Geographic terms:South Africa
Southern Africa
Subjects:national liberation movements
Pan Africanist Congress
politics
Pan African Congress
history
political science
Abstract:The militancy of the Pan Africanist Congress of Azania (PAC) has a long tradition. The author examines the socioeconomic and political roots of PAC militancy and locates them in their historical context, arguing that the ethos of the movement had its origin in the 1930s and early 1940s in the effects of the extremely harsh economic conditions created by the Great Depression on South Africa's African majority. The ensuing intensification of the conflict between black and white led to increased nonviolent protest by Africans which was met by State violence and extreme forms of repression.

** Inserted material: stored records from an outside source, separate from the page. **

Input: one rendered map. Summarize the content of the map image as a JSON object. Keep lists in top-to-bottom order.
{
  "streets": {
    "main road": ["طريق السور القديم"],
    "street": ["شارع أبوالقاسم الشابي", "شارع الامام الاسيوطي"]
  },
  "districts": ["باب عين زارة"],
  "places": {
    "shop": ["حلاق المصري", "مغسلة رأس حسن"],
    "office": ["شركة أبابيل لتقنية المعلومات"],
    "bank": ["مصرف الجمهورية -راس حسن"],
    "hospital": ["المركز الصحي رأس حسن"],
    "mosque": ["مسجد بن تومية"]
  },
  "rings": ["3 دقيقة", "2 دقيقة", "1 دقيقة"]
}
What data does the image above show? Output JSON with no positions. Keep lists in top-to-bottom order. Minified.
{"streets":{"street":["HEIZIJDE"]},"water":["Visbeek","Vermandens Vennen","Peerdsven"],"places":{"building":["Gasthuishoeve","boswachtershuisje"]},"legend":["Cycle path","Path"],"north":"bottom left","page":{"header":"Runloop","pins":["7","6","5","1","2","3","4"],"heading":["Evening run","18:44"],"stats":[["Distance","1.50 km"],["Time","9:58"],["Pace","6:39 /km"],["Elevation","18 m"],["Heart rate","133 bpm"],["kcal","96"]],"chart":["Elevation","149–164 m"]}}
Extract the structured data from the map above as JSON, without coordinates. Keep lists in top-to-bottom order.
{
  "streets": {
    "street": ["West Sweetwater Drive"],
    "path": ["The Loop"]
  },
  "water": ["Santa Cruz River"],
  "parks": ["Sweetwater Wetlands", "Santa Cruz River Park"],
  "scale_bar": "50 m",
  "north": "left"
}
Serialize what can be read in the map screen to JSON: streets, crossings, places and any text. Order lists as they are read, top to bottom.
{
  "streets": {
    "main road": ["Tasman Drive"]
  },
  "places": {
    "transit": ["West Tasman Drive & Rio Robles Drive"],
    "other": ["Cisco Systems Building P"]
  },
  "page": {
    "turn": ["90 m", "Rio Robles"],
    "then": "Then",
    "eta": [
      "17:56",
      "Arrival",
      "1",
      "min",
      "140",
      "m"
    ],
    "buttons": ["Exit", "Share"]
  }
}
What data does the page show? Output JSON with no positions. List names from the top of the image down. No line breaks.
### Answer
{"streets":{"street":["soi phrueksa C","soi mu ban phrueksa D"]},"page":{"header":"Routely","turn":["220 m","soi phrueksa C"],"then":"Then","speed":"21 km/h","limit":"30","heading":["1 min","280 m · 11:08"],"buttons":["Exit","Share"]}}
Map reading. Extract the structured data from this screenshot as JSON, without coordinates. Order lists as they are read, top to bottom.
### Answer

In return, Africans, particularly sections of the ANC (the Africanists), adumbrated new militant forms of passive resistance, which were adopted by the ANC Annual Conference of 1949. This, and the intense Boer nationalism of the post-1948 period, exacerbated a growing tendency within the ANC and spurred the militancy and obduracy of the Africanists who later left the ANC to establish the PAC in 1959. The consequence of this radicalism was the evolution of a movement which was the first to embark on premeditated attacks on enemy targets, apartheid-created institutions and collaborators. The movement has remained firmly committed to the armed struggle and has become increasingly marginalized from the mainstream of political processes in the South Africa of the 1990s. Notes, ref., sum.